Hurricane Flora struck on October 3, 1963, one of the deadliest Atlantic hurricanes of the twentieth century. The storm devastated Little Tobago's dry forest canopy, shredding the vegetation that sheltered the bird-of-paradise colony. There are no reliable sightings of the birds after Flora passed. Whether the hurricane killed the remaining birds directly or destroyed enough habitat to make survival impossible, the result was the same. A population that had never been large -- descended from fewer than fifty founders, with limited genetic diversity from the start -- could not recover from such a blow. Scattered reports trickled in over the following years, but by 1981 no more sightings were recorded. The population is presumed extinct. The experiment that had worked for over half a century ended in a single night of wind.

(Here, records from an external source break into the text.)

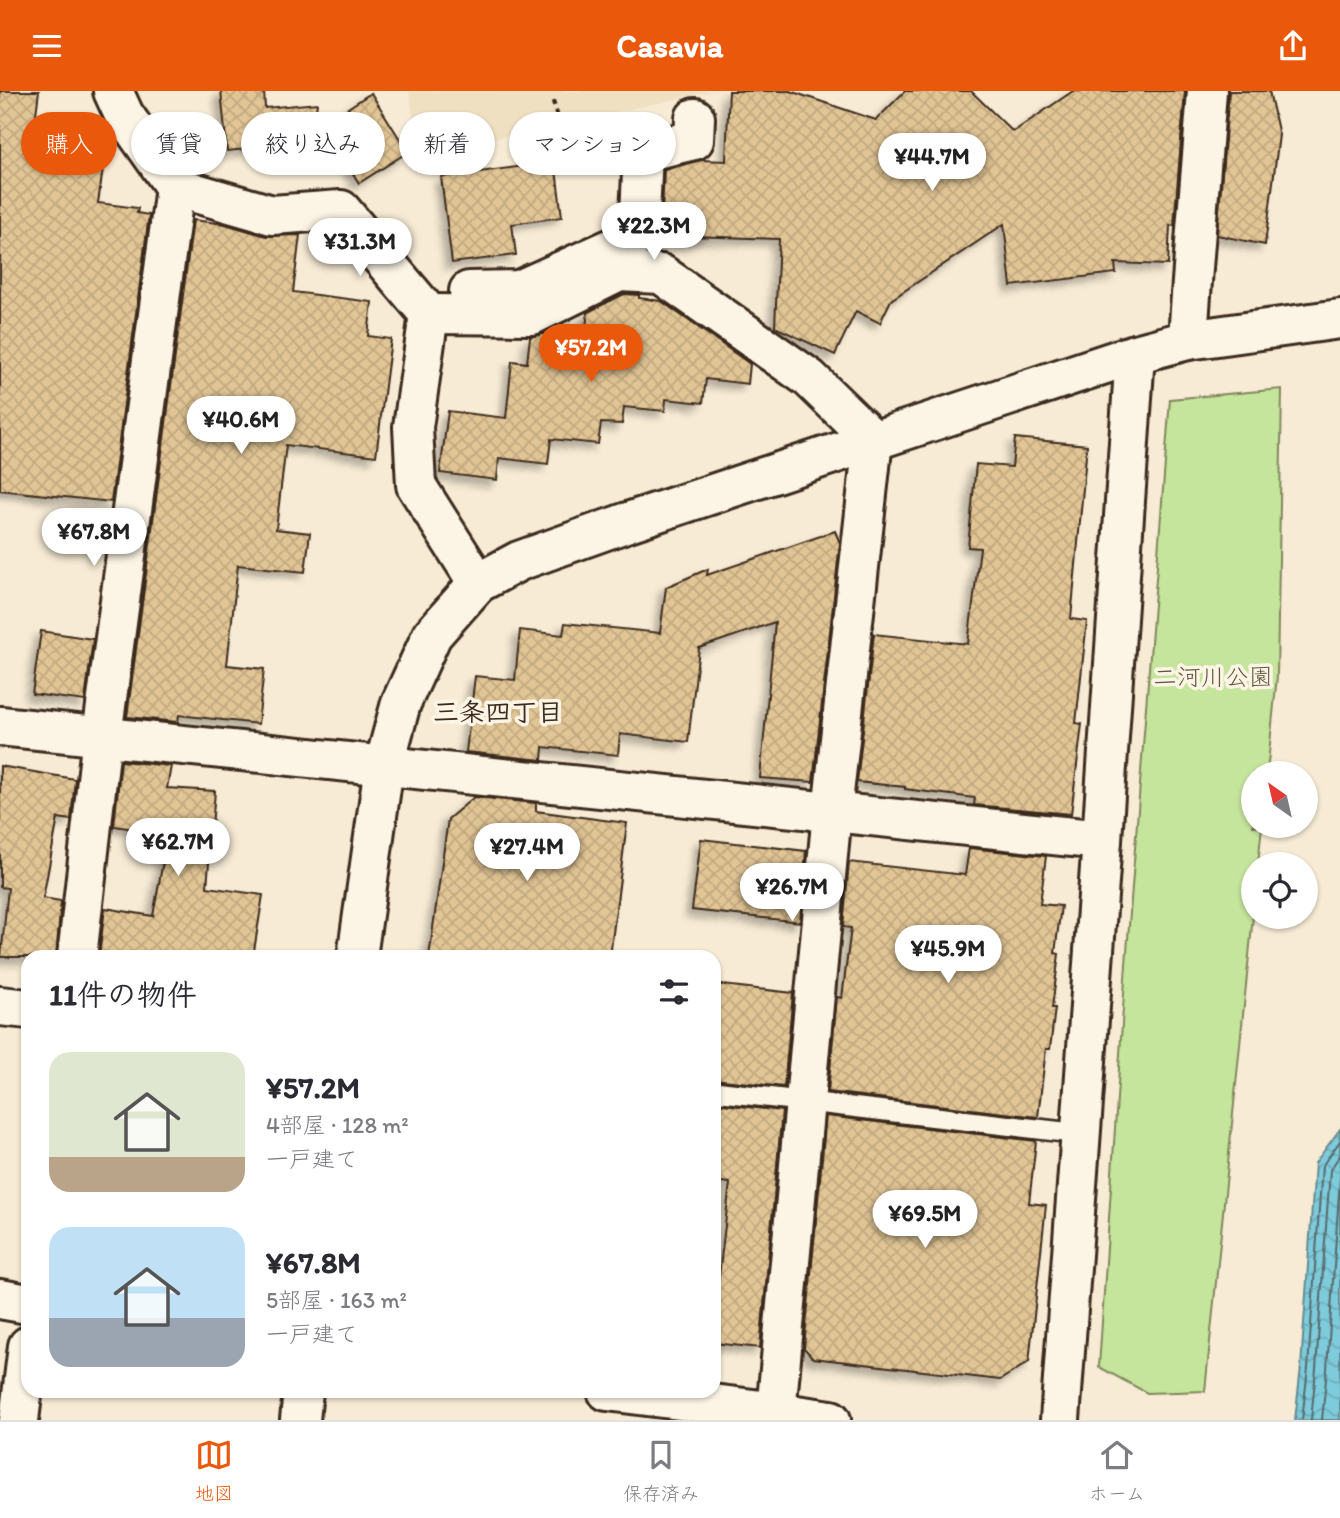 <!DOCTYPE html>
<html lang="ja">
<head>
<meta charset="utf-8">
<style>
  :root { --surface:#fff; --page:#f2f2f3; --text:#2b2b33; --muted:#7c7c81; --line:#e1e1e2; --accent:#ea580c }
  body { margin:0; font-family:Itim,"Klee One",sans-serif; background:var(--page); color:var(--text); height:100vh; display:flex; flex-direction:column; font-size:26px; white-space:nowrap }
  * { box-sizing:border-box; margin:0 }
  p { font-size:23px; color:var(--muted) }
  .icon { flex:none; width:38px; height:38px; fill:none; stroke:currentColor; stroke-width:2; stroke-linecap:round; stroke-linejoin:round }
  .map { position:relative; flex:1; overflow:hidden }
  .details { position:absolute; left:21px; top:859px; width:700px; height:448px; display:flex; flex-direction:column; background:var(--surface); border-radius:21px; box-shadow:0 2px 5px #0004 }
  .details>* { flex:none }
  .hud { position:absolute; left:21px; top:21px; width:700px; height:63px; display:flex; gap:14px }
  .needle { width:46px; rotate:326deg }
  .buttons { position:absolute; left:1241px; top:670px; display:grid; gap:14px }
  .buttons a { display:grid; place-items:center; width:77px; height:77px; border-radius:50%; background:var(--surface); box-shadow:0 2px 5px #0004; font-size:35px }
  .price { position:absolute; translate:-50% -60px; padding:0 16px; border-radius:24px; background:#fff; color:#222; font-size:23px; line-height:46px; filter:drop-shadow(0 2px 4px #0008) }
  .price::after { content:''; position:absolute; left:50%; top:42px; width:21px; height:16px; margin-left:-10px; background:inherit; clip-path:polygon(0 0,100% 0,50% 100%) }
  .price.on { background:var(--accent); color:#fff }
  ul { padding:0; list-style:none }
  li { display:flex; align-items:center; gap:21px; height:175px; padding:0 28px }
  li span { display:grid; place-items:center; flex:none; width:196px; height:140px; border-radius:21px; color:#555 }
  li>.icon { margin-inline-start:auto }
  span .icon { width:84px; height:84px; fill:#fffc; stroke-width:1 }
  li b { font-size:30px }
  h2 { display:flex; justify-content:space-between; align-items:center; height:84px; padding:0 28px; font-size:30px }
  .chip { padding:0 24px; border-radius:32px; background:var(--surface); box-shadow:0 2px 5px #0004; font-size:24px; line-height:63px }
  .chip.on { background:var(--accent); color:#fff }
  header { display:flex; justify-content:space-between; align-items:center; height:91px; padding:0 28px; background:var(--accent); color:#fff; font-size:32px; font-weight:800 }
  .dock { display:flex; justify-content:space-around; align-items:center; height:98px; border-top:2px solid var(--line); background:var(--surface); font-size:19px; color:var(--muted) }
  .dock a { display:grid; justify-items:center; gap:4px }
  .dock .on { color:var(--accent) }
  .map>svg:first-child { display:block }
  .built { fill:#f0e0c2 }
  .green { fill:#c5e49c; stroke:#80875d; stroke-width:2 }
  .water { fill:url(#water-waves); stroke:#638b90; stroke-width:2 }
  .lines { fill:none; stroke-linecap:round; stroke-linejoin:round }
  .shore { stroke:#566a6a; stroke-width:2 }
  .building { fill:url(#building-cross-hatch); stroke:#3b2a1e; stroke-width:2; filter:url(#shadow) }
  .lane-casing { stroke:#3b2a1e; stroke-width:24 }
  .street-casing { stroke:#3b2a1e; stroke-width:44 }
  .secondary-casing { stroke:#3b2a1e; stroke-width:44 }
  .path { stroke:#3b2a1e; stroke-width:4.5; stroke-dasharray:5 5; stroke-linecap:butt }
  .lane { stroke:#fcf5e5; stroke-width:19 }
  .street { stroke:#fcf5e5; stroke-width:38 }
  .secondary { stroke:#fcf5e5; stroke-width:38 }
  .labels { text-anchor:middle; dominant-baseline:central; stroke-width:7; stroke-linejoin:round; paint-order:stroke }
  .park-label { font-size:24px; fill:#5e583e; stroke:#fcf5e5 }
  .neighbourhood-label { font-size:26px; font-weight:bold; fill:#3b2a1e; stroke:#fcf5e5 }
</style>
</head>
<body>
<header><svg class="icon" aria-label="menu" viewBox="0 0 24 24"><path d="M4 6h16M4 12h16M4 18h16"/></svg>Casavia<svg class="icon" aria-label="share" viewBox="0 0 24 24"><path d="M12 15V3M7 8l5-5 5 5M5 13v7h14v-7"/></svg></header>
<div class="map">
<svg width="1340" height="1329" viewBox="0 0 1340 1329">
  <defs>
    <pattern id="water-waves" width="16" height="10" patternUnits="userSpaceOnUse" patternTransform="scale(1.75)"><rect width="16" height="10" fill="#7ecbdc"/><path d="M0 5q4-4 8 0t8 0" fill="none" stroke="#6eaebc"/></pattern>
    <pattern id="building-cross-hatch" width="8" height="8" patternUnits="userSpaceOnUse" patternTransform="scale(1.75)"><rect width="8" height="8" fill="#e1c595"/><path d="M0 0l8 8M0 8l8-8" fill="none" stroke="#c2a980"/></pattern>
    <filter id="shadow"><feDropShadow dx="-6" dy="6" stdDeviation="3.5" flood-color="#0004"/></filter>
  </defs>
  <rect width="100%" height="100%" fill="#f7ebd5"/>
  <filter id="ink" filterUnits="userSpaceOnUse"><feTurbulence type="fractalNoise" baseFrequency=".0143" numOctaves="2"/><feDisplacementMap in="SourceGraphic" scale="14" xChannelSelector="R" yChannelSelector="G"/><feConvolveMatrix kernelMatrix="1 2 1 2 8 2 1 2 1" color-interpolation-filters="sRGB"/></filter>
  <g filter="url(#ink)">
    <path class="built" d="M409 0H713L420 64Z"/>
    <path class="green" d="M1282 298 1277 585 1267 682H1253V735H1262L1258 773 1253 774V825L1205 1300 1147 1302 1099 1276 1126 873 1170 308Z"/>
    <path class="water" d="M1340 1038V1329H1295L1301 1276 1315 1072Z"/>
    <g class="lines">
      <g class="shore">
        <path d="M1302 1329 1308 1277 1322 1075 1340 1050"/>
        <path d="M1311 1329 1316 1278 1330 1079 1340 1064"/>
        <path d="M1322 1329 1327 1278 1340 1087"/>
      </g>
    </g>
    <g class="building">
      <path d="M0 0H39L31 63 104 71 98 112 138 117 137 122 149 124 111 411 0 399Z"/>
      <path d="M221 0H264L265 17 317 12 312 52 227 60Z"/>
      <path d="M729 0H790L876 29 905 0H971L1013 41 1073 0H1185L1174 135 1170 134 1168 174 1115 172 1116 182 1011 195 1004 133 891 209 880 232 856 220 835 264 775 236 779 148 661 144 664 79 701 69 726 70Z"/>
      <path d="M1229 0H1269L1279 44 1265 154 1217 144Z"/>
      <path d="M371 2 408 61 359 92 322 34Z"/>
      <path d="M555 71 562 126 512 133 516 164 452 172 441 86Z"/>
      <path d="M193 129 225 133 266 145 300 144 293 201 372 211 368 245 391 248 376 365 286 354 276 438 310 442 305 481 238 474 227 574 264 578 258 633 179 624 178 631 127 626Z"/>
      <path d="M624 203 639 204V207L661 210 750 273 748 293 706 288 703 312 666 308 665 320 624 316 622 333 601 332 598 353 551 348 548 373 499 367 497 389 440 382 448 320 506 327 512 270 527 272 530 246 543 243 567 246 568 234 586 236 588 221Z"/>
      <path d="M1015 347 1087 354 1071 528 1087 530 1076 632 1082 633 1071 723 974 714 975 707 905 698V696L857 691 874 543 968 553 980 457 968 456 976 373 1012 376Z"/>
      <path d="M835 440 840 452 813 691 760 687 775 531 699 557 688 651 620 643 618 664 543 656 542 669 466 661 475 585 515 589 520 539 563 544 565 532 660 542 666 496 708 478 707 484Z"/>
      <path d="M41 540 93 548 85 610 32 603Z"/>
      <path d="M121 670 171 675 167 697 215 700 207 796 263 804 253 866H99L105 817 153 825 168 743 114 735Z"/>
      <path d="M0 675 75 688 71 729 58 727 43 807 61 810 56 866H1L8 797 0 796Z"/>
      <path d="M474 706 536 712V720L627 732 610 866H429L448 728Z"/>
      <path d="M701 748 806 760 800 831 692 819Z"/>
      <path d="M969 757 1046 765 1040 813 1061 815 1055 862 1059 863 1052 917H1055L1050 958H1046L1038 1026 828 1001 837 906 842 907 851 837 843 836 849 771 965 784Z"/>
      <path d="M714 893 793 902 784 996 714 988Z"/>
      <path d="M714 1012 782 1020 760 1257 714 1252V1227L730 1092 714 1090Z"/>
      <path d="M826 1025 1036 1050 1029 1112 1046 1114 1029 1271 1000 1289 813 1267 804 1257Z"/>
    </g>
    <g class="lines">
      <defs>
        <path id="lane" d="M714 1000 1081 1043"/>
        <g id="street">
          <path d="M113 0 124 24 175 96 272 124 341 119 429 223 413 336 416 394 478 492"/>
          <path d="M469 200 519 199 639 145 643 61 694 49 695 27"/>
          <path d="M429 223 532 224 619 181 661 183 809 287 873 349 832 721 776 1321"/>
          <path d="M1188 249C1193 166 1201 83 1207 0"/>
          <path d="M0 635 1102 749"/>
          <path d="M77 866 102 645 175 96"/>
          <path d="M0 915 28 918"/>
          <path d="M0 1208 28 1213"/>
          <path d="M19 1329 28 1255"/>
        </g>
        <g id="secondary">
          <path d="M357 866 384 675 401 612 432 544 478 492 519 470 628 431 1135 263 1188 249 1340 228"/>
          <path d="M607 1300 776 1321 831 1329"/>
          <path d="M300 1329 303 1300"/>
          <path d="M1060 1329 1102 749 1135 263"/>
        </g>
      </defs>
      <use href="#lane" class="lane-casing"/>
      <use href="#street" class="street-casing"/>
      <use href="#secondary" class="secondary-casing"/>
      <path class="path" d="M553 10 562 41 613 36"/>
      <use href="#lane" class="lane"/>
      <use href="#street" class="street"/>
      <use href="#secondary" class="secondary"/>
    </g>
  </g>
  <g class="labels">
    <g class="park-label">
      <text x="1213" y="585">二河川公園</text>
    </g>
    <g class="neighbourhood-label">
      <text x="498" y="621">三条四丁目</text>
    </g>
  </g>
</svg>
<div class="buttons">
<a><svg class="needle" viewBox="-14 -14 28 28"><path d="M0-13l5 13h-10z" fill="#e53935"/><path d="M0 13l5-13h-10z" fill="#7c7c81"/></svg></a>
<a><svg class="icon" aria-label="locate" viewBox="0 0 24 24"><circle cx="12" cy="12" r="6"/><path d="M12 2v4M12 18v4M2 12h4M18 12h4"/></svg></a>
</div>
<b class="price" style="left:932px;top:102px">¥44.7M</b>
<b class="price" style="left:654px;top:171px">¥22.3M</b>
<b class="price" style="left:360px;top:187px">¥31.3M</b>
<b class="price on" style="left:591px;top:293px">¥57.2M</b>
<b class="price" style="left:241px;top:365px">¥40.6M</b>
<b class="price" style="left:94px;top:477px">¥67.8M</b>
<b class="price" style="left:178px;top:787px">¥62.7M</b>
<b class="price" style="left:527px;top:792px">¥27.4M</b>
<b class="price" style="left:792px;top:832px">¥26.7M</b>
<b class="price" style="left:948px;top:894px">¥45.9M</b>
<b class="price" style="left:925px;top:1159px">¥69.5M</b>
<div class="hud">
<a class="chip on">購入</a>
<a class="chip">賃貸</a>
<a class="chip">絞り込み</a>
<a class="chip">新着</a>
<a class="chip">マンション</a>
</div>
<section class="details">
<h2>11件の物件<svg class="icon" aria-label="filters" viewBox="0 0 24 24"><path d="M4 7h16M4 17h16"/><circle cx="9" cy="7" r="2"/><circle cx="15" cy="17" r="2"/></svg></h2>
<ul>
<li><span style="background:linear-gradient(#dfe7d0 75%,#b9a48a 0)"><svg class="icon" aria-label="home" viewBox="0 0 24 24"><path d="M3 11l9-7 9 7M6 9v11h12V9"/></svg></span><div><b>¥57.2M</b><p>4部屋 · 128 m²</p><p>一戸建て</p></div></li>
<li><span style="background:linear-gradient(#bfe0f5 65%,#9aa5b1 0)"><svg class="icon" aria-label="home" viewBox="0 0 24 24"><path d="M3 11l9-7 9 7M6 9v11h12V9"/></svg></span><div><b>¥67.8M</b><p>5部屋 · 163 m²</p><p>一戸建て</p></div></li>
</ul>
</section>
</div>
<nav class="dock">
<a class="on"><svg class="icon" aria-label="map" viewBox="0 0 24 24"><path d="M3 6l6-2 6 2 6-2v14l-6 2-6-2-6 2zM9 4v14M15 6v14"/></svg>地図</a>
<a><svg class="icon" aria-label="saved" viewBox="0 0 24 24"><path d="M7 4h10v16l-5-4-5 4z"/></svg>保存済み</a>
<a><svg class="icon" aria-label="home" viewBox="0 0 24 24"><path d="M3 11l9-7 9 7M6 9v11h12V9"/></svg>ホーム</a>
</nav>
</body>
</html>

Little Tobago lost its birds of paradise, but it did not lose its wildness. The island remains an Important Bird Area designated by BirdLife International, and it shelters one of the richest seabird colonies in the southern Caribbean. Red-billed tropicbirds nest on its cliffs, their long white tail streamers trailing behind them as they return from fishing runs over open water. Brown boobies, laughing gulls, brown noddies, sooty terns, and bridled terns all breed here. Magnificent frigatebirds patrol overhead, harassing the smaller birds into dropping their catches -- a behavior birdwatchers cross oceans to witness. On land, rufous-vented chachalacas call from the forest understory and copper-rumped hummingbirds dart between blossoms. Green iguanas bask on rocks beside giant ameivas and rainbow whiptails, while large terrestrial hermit crabs lumber across the forest floor. The shallow waters between Tobago and Little Tobago, especially Angel Reef near Goat Island, draw snorkelers and divers to coral gardens crowded with tropical fish. The island Ingram bought to save one species has become a sanctuary for many others.
Located at 11.30°N, 60.50°W, Little Tobago is a small island clearly visible off the northeastern tip of Tobago. Goat Island sits between the two. Best viewed at 2,000-4,000 feet AGL; the island's dry forest cover and surrounding reef systems are visible from altitude. The nearest airport is A.N.R. Robinson International Airport (TTCP/TAB) at Crown Point on the southwestern tip of Tobago, approximately 25 nm to the southwest. Piarco International Airport (TTPP/POS) on Trinidad is approximately 80 nm to the west-southwest. Clear weather recommended for viewing the island's coastline and surrounding reef.